BTW,  not a good idea to name a procedure with a word that vba already uses as part of its nomenclature (eg Formula1).


----------



## johnnyL (Jan 3, 2023)

Peter_SSs said:


> You can if you use its Address property rather than the default property of Value.


Ahhh. Thank you for that info. Makes sense.


----------



## Ezguy4u (Jan 3, 2023)

Johnny, Your line does work. I will keep it in my toolbox. Peter, Your solution works the best. My 3rd solution was just to give people an idea of what I wanted. It's lik loking at a centance thts has spling errors and stlll know what thy want.  Good advice on the naming procedure. 
Thank you all for your time


----------



## johnnyL (Jan 3, 2023)

Yeah but my line of code requires less typing.


----------



## Peter_SSs (Jan 3, 2023)

You're welcome.
(I didn't understand one of the sentences in your post though. )


----------



## johnnyL (Jan 3, 2023)

Ezguy4u said:


> My 3rd solution was just to give people an idea of what I wanted. It's lik loking at a centance thts has spling errors and stlll know what thy want.



Most probable conversion =:


> My 3rd solution was just to give people an idea of what I wanted.

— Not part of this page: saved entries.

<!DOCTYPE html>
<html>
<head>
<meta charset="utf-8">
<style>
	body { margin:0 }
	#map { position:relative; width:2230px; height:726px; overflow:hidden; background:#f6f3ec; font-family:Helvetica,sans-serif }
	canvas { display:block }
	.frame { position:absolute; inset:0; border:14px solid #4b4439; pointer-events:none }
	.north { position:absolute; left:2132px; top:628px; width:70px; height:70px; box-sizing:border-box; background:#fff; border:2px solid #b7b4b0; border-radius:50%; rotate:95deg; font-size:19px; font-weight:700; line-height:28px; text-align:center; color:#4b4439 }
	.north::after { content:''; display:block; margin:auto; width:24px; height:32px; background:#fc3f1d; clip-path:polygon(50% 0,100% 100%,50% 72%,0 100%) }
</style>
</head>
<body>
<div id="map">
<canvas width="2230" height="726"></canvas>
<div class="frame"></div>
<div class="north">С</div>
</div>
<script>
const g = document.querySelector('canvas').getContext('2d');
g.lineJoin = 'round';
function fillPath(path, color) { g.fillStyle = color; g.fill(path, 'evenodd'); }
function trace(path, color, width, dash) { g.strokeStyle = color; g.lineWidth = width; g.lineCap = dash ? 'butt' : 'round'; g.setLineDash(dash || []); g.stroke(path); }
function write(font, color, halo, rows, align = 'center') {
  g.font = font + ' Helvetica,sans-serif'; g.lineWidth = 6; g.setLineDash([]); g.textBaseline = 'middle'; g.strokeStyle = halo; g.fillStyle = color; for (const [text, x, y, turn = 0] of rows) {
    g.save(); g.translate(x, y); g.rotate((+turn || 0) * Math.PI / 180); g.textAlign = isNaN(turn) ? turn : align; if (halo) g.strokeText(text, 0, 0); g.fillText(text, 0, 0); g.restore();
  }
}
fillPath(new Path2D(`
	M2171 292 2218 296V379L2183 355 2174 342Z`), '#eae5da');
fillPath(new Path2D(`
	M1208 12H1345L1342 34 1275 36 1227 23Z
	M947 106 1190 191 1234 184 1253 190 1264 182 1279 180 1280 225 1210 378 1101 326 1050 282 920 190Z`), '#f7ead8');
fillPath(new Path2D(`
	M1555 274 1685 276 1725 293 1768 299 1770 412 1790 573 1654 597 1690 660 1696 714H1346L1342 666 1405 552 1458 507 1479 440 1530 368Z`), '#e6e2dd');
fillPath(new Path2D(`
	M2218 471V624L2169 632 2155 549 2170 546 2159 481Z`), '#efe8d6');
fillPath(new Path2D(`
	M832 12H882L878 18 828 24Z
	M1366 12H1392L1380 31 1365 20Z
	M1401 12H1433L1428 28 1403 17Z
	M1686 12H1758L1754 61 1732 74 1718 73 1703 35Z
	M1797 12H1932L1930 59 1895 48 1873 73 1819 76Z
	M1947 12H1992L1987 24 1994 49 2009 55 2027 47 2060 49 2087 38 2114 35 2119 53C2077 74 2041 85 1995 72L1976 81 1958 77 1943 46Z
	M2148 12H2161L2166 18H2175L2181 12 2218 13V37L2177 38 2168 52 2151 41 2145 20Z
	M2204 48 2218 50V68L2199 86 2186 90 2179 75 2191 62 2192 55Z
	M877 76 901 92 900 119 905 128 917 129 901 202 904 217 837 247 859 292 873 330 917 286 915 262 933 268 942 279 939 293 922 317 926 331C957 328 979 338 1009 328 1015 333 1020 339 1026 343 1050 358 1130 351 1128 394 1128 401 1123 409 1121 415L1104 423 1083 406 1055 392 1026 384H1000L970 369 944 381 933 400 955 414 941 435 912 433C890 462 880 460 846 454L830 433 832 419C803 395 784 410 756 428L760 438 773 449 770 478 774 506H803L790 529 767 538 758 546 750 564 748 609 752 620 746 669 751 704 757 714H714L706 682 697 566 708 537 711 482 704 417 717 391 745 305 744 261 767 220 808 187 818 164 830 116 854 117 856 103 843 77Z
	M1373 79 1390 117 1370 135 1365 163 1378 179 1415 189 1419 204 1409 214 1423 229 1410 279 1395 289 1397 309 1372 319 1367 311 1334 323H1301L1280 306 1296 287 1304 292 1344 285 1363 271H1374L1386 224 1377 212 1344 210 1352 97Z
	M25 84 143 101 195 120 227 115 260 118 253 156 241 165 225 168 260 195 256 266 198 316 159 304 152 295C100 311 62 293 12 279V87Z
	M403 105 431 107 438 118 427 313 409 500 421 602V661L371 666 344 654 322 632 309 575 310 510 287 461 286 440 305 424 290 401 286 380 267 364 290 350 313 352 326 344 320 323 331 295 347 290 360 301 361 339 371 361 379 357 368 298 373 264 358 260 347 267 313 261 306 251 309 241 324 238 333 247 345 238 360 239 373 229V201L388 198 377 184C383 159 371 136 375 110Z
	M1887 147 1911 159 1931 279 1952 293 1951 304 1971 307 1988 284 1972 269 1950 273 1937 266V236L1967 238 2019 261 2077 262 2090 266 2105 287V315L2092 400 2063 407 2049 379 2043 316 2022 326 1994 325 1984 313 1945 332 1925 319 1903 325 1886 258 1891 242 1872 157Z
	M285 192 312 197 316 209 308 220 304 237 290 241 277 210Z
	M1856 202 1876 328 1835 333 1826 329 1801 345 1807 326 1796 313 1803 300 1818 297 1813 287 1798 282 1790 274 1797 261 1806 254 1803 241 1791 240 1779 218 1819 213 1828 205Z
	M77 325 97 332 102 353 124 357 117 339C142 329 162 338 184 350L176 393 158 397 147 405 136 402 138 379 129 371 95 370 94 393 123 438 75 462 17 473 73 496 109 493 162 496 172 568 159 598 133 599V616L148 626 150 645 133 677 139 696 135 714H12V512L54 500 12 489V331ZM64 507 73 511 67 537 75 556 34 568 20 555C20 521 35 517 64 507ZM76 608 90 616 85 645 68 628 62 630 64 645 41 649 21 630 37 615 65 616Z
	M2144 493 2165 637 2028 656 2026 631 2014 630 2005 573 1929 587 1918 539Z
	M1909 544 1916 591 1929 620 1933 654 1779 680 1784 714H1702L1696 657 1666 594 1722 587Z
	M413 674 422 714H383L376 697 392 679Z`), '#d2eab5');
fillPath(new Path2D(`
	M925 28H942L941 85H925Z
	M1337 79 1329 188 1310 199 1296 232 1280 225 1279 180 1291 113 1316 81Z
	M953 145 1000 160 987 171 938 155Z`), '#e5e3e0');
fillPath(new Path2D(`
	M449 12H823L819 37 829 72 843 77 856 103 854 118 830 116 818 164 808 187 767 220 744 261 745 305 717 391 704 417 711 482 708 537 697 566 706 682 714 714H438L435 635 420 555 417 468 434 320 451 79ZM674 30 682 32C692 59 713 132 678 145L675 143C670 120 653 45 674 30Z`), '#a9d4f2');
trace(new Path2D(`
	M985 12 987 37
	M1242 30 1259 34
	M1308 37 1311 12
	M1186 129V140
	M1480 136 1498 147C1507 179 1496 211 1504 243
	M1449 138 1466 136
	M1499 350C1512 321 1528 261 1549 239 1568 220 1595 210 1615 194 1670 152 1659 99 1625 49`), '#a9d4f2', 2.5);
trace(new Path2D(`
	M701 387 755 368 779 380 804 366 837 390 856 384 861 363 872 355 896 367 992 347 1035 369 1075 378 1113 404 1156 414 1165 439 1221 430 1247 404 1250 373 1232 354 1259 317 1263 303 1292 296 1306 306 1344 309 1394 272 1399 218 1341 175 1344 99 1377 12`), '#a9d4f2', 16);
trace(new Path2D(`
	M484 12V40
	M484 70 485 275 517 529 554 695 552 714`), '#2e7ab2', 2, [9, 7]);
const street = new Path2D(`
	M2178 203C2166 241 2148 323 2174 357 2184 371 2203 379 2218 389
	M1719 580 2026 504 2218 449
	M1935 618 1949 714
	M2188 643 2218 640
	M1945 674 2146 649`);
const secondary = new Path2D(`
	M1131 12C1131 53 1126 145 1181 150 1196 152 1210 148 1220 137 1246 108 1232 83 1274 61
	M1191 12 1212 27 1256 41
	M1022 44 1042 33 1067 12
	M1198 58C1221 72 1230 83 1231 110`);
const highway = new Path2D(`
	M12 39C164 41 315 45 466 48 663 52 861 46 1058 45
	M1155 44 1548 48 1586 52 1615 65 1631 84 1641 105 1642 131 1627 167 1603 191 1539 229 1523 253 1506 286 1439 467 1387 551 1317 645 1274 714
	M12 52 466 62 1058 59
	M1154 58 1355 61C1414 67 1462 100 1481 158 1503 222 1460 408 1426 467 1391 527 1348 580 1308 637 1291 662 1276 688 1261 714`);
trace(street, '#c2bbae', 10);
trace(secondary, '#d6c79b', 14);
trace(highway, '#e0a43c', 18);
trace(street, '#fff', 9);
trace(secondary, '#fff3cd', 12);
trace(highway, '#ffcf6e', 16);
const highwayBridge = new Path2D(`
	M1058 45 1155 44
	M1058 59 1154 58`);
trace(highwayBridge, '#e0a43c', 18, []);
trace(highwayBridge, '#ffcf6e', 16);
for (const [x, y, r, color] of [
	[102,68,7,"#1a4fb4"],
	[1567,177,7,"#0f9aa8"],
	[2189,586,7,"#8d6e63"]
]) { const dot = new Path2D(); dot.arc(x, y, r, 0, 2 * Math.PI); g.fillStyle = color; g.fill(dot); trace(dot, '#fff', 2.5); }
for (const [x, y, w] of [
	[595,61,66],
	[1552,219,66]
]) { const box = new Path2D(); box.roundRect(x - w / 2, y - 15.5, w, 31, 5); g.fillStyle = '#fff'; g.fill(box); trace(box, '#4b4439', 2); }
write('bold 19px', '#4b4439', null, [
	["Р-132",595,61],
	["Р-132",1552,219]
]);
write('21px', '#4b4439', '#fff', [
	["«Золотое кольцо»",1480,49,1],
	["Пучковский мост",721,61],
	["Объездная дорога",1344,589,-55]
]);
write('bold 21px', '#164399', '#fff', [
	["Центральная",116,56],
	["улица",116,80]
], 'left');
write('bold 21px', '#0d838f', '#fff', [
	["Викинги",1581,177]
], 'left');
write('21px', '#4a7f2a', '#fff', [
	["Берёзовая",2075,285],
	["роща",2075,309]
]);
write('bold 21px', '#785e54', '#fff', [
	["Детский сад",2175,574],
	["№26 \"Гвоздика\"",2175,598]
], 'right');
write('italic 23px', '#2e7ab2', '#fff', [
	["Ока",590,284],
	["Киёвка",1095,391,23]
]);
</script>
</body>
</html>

It's like looking at a sentence that has spelling errors and stlll know what they want.


----------



## Peter_SSs (Jan 3, 2023)

johnnyL said:


> Most probable conversion =:


My comment was a joke.  😎 
(BTW, your conversion still has as a spelling error. )


----------



## johnnyL (Jan 3, 2023)

You stlll know what I was saying though. ROTFLMAO


----------